Trip code is tied into a bunch of factors, but once you post and dont clear cookies, you will keep getting the same tripcode. Its almost impossible for someone else to spoof the trip code.
However, Q did change tripcodes (for whatever reason), and even changed platforms a couple times, but each time anons quickly established who the real Q was.
Q switched identities/forums multiple times. Don't hold me to this, but from what I remember, at least one switch was confirmed by the Anons without hard proof. But it was a long time ago and I was not paying too much attention then. Someone else here might be able to answer definitively.
Ah I remember this. The tripcodes were supposed to stay the same for those who had verified accounts, but somehow his tripcode got changed. It exposed the board as being compromised and also the reason for moving to 8 I believe
Q had a series of unique password protected tripcodes. Not all posts have them. An interesting thing about them is if they are copied into Google and do a book search, an entire library of Western Civilization and our ideologies, advancements, etc can be found. Some books show up that don't go with the theme, but the ones that do are whoppers. Check it out. I thing MEGA had spreadsheets of them all. There's like 1200, I think. Been a while. Hope this helps. I'll look for the spreadsheet and post it here if I find it.
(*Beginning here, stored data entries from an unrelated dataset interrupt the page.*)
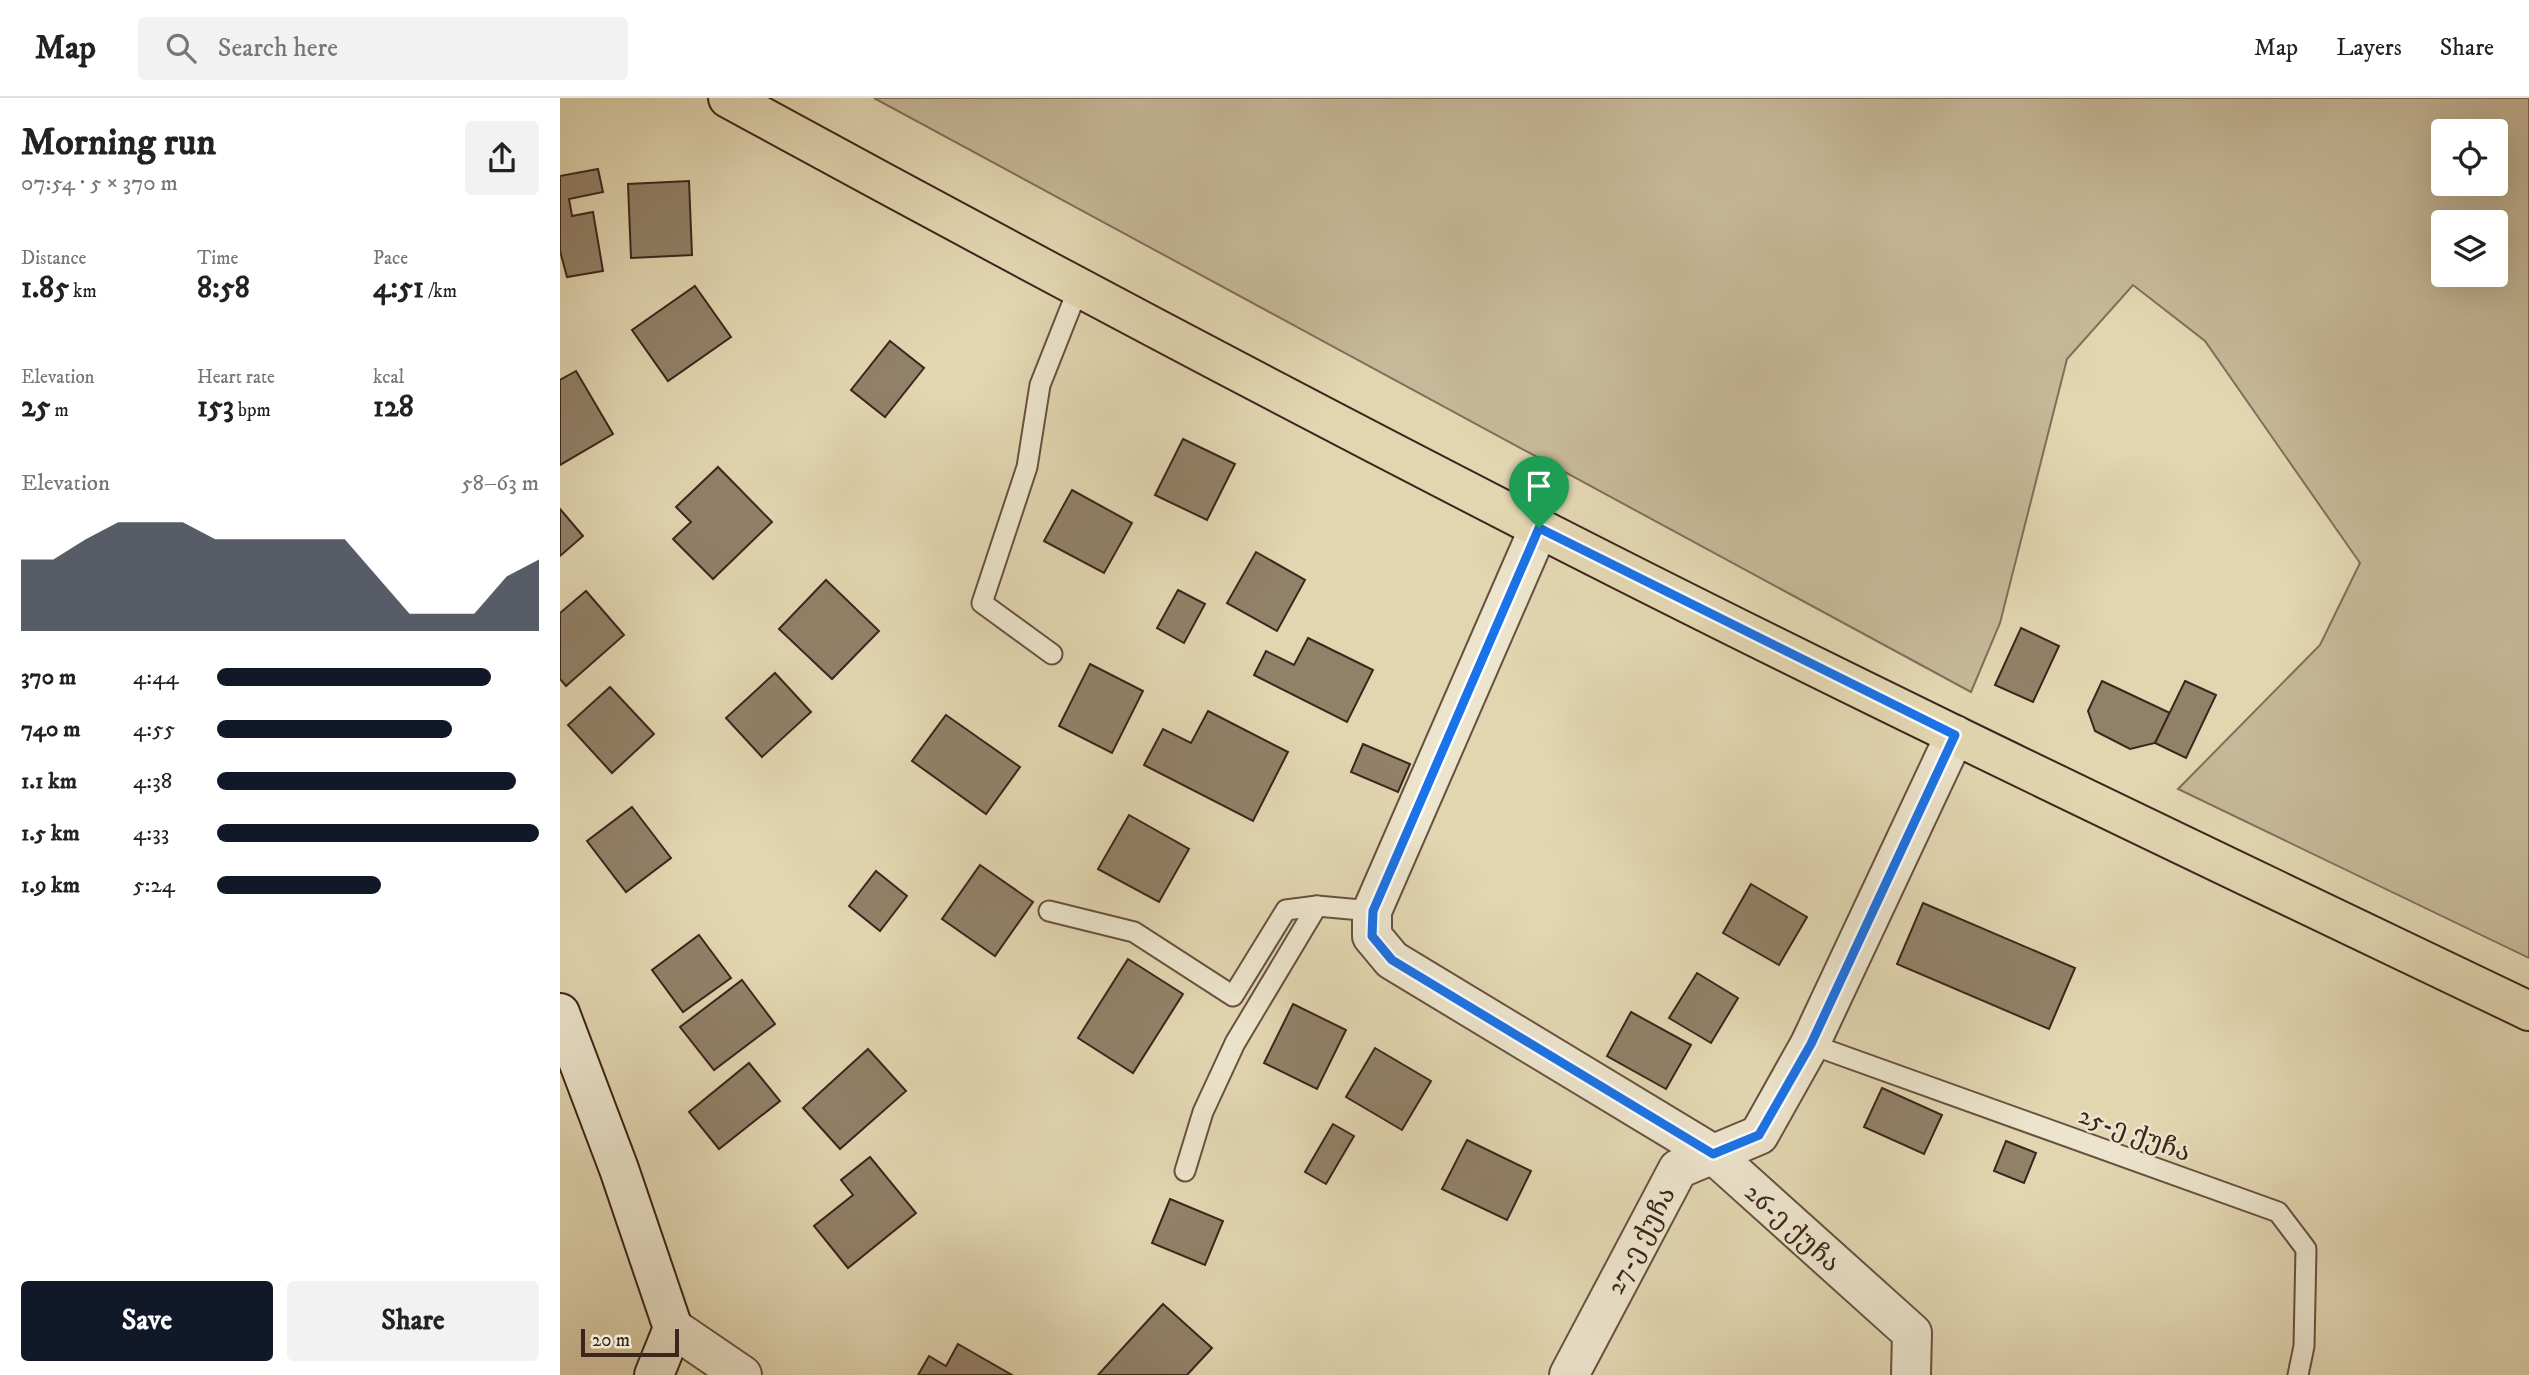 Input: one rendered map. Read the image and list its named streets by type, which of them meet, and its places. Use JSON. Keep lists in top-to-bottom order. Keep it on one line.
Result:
{"streets":{"street":["26-ე ქუჩა","27-ე ქუჩა"],"lane":["25-ე ქუჩა"]},"crossings":[["25-ე ქუჩა","27-ე ქუჩა"],["26-ე ქუჩა","27-ე ქუჩა"]],"scale_bar":"20 m","page":{"header":"Map","search":"Search here","nav":["Map","Layers","Share"],"heading":["Morning run","07:54 · 5 × 370 m"],"stats":[["Distance","1.85 km"],["Time","8:58"],["Pace","4:51 /km"],["Elevation","25 m"],["Heart rate","153 bpm"],["kcal","128"]],"chart":["Elevation","58–63 m"],"list":[{"name":"370 m","note":"4:44"},{"name":"740 m","note":"4:55"},{"name":"1.1 km","note":"4:38"},{"name":"1.5 km","note":"4:33"},{"name":"1.9 km","note":"5:24"}],"buttons":["Save","Share"],"scale":"20 m"}} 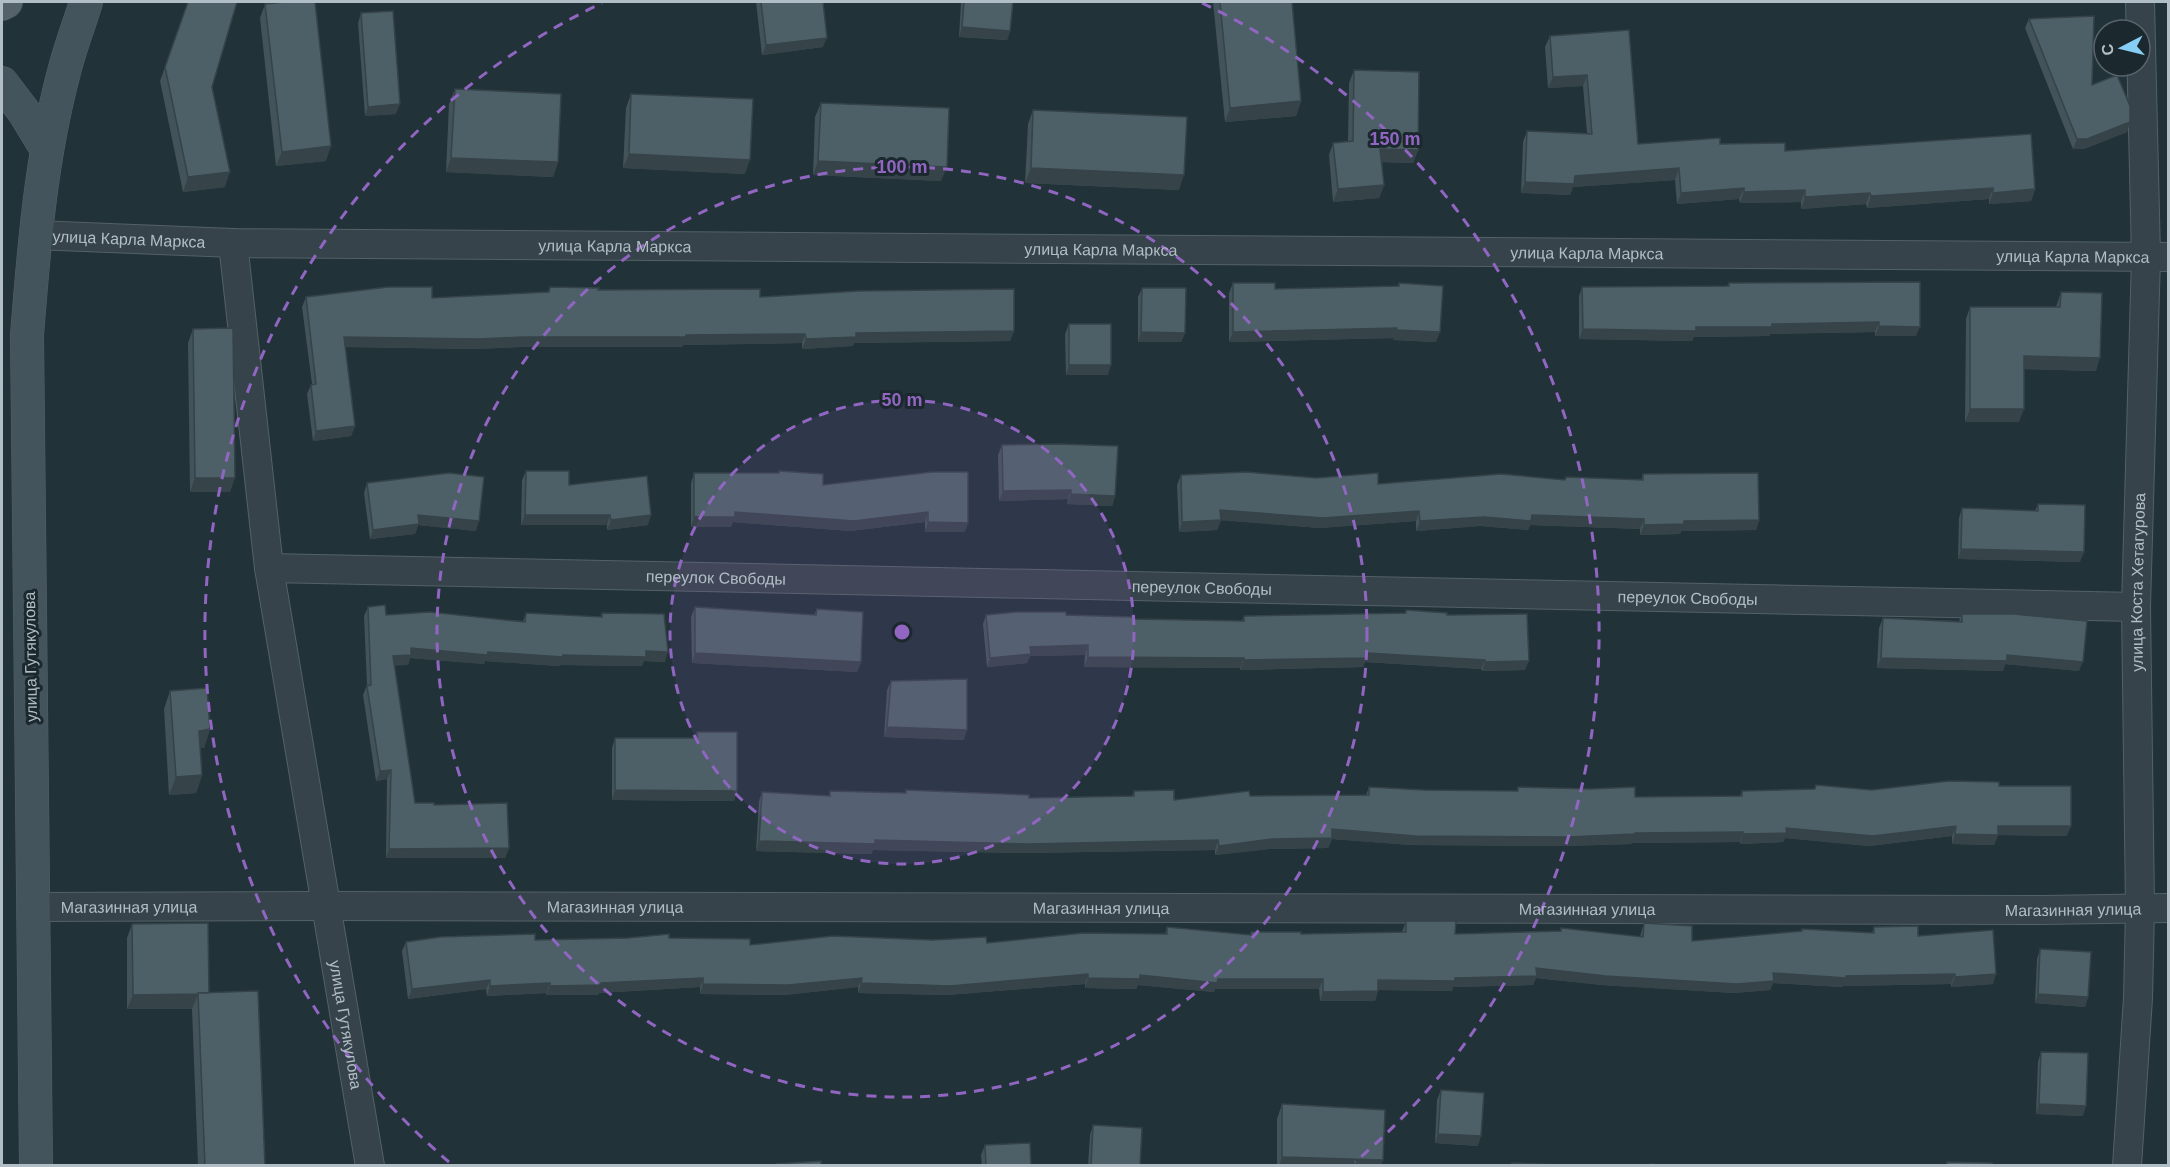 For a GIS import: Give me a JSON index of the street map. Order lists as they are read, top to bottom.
{
  "streets": {
    "main road": ["улица Гутякулова"],
    "street": [
      "улица Карла Маркса",
      "переулок Свободы",
      "улица Коста Хетагурова",
      "Магазинная улица"
    ]
  },
  "crossings": [
    ["улица Карла Маркса", "улица Коста Хетагурова"],
    ["улица Карла Маркса", "улица Гутякулова"],
    ["переулок Свободы", "улица Коста Хетагурова"],
    ["переулок Свободы", "улица Гутякулова"],
    ["улица Коста Хетагурова", "Магазинная улица"],
    ["улица Гутякулова", "Магазинная улица"]
  ],
  "north": "left",
  "rings": ["150 m", "100 m", "50 m"]
}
This question comes up every so often, would be nice if it was in a FAQ somewhere.
The tripcode is a one-way hash output generated from a string/passphrase as a source, not unlike an md5/sha1, albeit weaker. So being able to generate the hash that Q posts under means you also know the passphrase that Q uses.. which therefore establishes that you are either the same poster as previous Q drops, or are close enough to Q that they have communicated the same passphrase to you via some out-of-band means, like among a team of folks acting under the Q rubric for example.
He did delta confirmations every time he switched trip codes. First Q posted that trip confirm was incoming, then Donald would tweet less then 30 seconds later. He did that 3 times in 1 day once.
and putting it out in one comment might be wiser I think,but I guess "it is for crypto geeks" and quite unsuitable for twitter isn't it ;)
But I suppose because it was posted on some chans caring so much about authenticity was against netiquette,"problem" with redirecting gpg password generation through tor or laziness.
Short term: No decryption in email client.The best way to prevent EFAIL attacks is to only decrypt S/MIME or PGP emails in a separate application outside of your email client. Start by removing your S/MIME and PGP private keys from your email client, then decrypt incoming encrypted emails by copy&pasting the ciphertext into a separate application that does the decryption for you. That way, the email clients cannot open exfiltration channels. This is currently the safest option with the downside that the process gets more involved.
God,it isn't obvious ?
Second, the direct exfiltration attack abuses vulnerabilities in Apple Mail, iOS Mail and Mozilla Thunderbird to directly exfiltrate the plaintext of encrypted emails.
XD - it is big and dangerous vulnerability of PGP indeed :P
Let's go back to wired:
The science of cryptography has advanced dramatically since then, but PGP hasn’t, and any new implementations have to remain compatible with the features of previous tools, which can leave them vulnerable to similar exploits.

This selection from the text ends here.